A single figure is required: the number of lines below in which the word "JSON" occurs.

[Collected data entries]
-- -- --

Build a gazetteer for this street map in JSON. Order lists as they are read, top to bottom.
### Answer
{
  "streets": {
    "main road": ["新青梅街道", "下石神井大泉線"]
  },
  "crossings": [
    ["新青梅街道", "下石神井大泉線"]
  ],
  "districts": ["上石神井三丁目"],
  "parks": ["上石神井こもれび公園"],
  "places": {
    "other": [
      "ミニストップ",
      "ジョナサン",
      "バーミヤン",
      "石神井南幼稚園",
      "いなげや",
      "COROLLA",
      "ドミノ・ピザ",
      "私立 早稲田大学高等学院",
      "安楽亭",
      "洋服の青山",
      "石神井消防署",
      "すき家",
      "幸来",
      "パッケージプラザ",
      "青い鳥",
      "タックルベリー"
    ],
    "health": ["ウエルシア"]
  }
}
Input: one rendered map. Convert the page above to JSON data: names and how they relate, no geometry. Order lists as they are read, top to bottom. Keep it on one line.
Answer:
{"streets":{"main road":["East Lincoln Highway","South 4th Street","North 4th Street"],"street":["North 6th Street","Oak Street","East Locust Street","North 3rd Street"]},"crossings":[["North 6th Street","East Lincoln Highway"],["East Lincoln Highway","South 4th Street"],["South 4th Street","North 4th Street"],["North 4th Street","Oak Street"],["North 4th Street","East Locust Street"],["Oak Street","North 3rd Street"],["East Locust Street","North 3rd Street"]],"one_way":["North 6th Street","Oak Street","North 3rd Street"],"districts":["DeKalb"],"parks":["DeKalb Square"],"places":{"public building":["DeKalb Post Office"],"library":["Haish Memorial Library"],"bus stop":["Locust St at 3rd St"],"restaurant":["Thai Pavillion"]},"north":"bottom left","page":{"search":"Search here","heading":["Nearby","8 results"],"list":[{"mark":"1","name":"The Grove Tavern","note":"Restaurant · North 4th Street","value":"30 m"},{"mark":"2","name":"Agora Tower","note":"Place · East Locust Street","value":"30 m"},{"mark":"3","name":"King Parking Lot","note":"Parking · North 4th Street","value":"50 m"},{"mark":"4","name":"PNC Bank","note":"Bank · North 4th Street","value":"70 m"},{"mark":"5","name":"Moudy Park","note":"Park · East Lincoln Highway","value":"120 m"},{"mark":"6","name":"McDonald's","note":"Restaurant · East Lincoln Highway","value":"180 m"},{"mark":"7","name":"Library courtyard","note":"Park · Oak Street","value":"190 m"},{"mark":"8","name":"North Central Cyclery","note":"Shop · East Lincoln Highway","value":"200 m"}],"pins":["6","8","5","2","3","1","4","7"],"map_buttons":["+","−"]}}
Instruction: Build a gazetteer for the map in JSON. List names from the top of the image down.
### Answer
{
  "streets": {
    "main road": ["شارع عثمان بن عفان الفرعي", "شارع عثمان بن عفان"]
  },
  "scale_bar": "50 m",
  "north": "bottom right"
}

-- -- --

■ Problem solution ■
3